日医ニュース 勤務医のひろば 平成6年4月20日号
専門性ということを考える際に、どのような教育・修練を受けるかということは当然大事なことですが、どの様な方向性の関心を持って知識・経験を積み重ねるかということもまた重要なことだと思います。この「関心」という観点から、産業保健の専門性とは次の様な所にもあるのではないかと考えています。
例えば、「胃潰瘍」に関心を持つとします。
臨床の現場にいますと、痛みなどで苦しんでいる人を目の前にします。その苦しみを一刻でも早く取り去ってあげたいという気持ちから、的確な状況把握と適切な処置という事が自然の関心になると思います。胃粘膜の状態がどのようになっているのか、粘膜に変化を生じさせたのは、摂取物なのか、胃分泌液なのか、胃血流状態はどうなのか、支配神経の状況はどうなのか・・・。内科的処置で充分なのか、外科的処置も必要なのか・・・。

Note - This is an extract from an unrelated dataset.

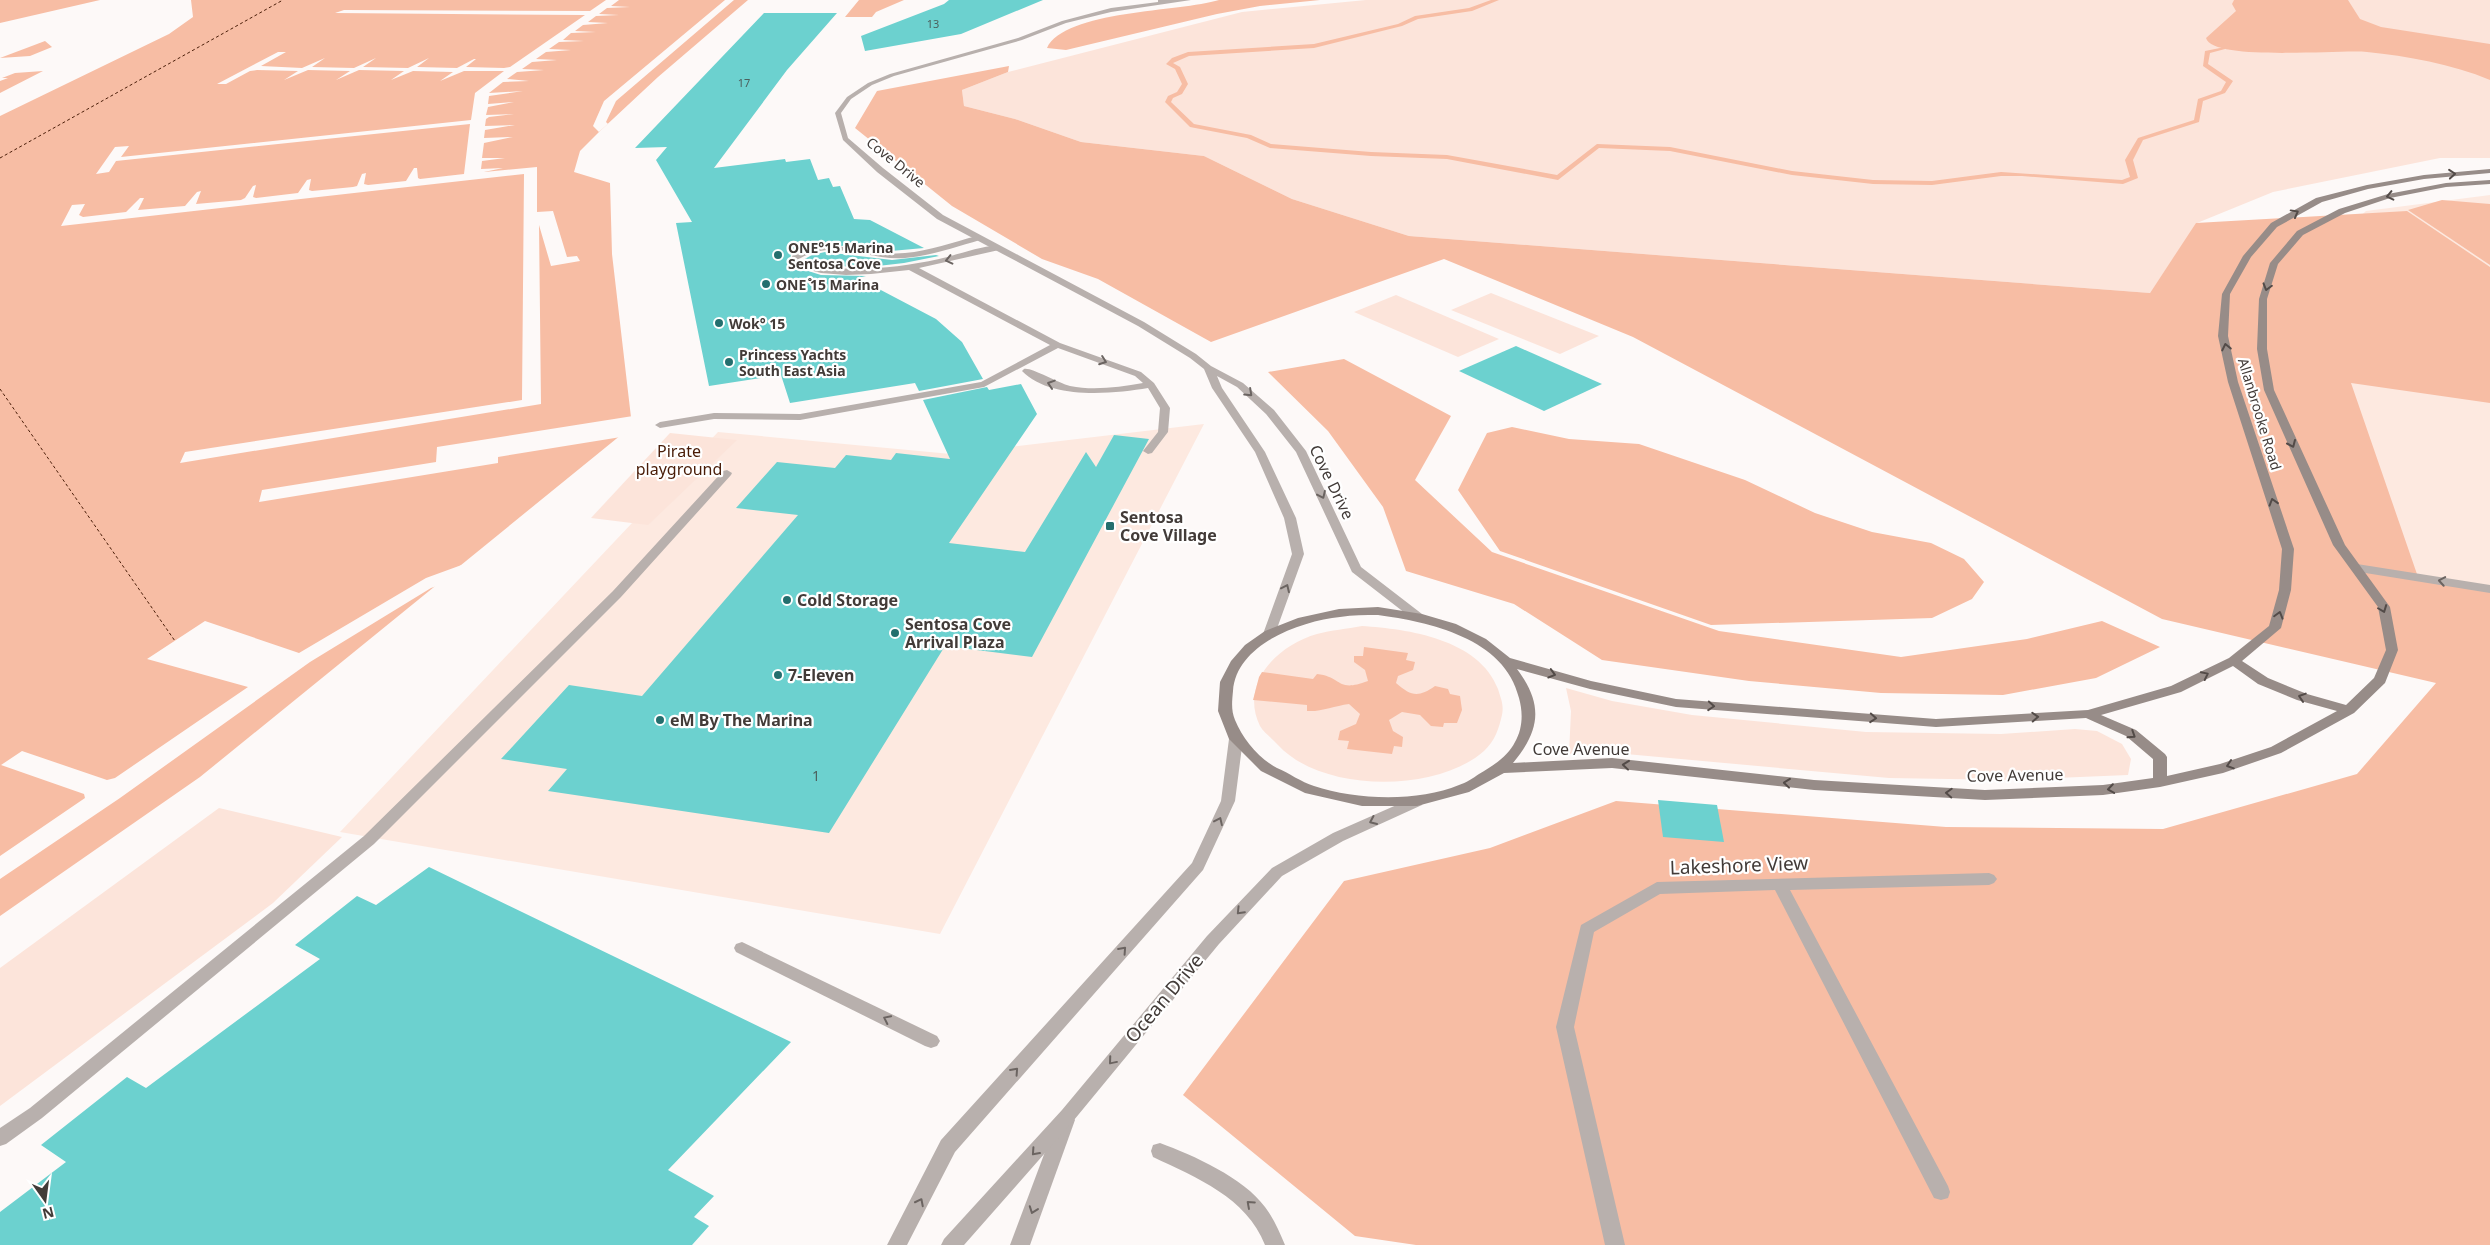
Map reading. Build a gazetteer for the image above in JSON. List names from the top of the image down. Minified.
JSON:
{"streets":{"street":["Cove Drive","Allanbrooke Road","Cove Avenue","Lakeshore View","Ocean Drive"]},"crossings":[["Cove Drive","Cove Avenue"],["Allanbrooke Road","Cove Avenue"],["Cove Avenue","Ocean Drive"]],"parks":["Pirate playground"],"places":{"other":["ONE°15 Marina Sentosa Cove","ONE ̊15 Marina","Wok° 15","Princess Yachts South East Asia","Cold Storage","Sentosa Cove Arrival Plaza","7-Eleven","eM By The Marina"],"transit":["Sentosa Cove Village"]},"house_numbers":["13","17","1"],"north":"bottom"}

産業保健の現場にいますと、その人の生活状況が視野に入ってきます。何が胃に影響を与えたのか、その影響をコントロールしバランスを回復させるにはどうすればよいかということが自然の関心になります。食生活など生活リズムはどうか、職場や家庭などでの人間関係はどうか、職場ではどのような位置付けで仕事をこなしているか、ライフステージから発生しやすい悩みはないか、同じ職場に多発しているとすれば、それは職場の物理環境なのか、会社が置かれている経営環境なのか・・・。本人への生活改善やカウンセリングだけで良いのか、人間関係の調整に乗り出した方が良いのか、適正配置を上司に助言するか、会社組織の置かれている状況を経営者に報告して改善策を考慮してもらうか・・・。
以上のように、どういう状況に接することが多いかの違いに応じて関心も自然に変化し、専門性が培われて行き、臨床の分野では診断法・治療法の専門家に自ずとなり、産業保健の分野では環境や集団の解析法・改善法の専門家に自ずとなるというものではないかと考えています。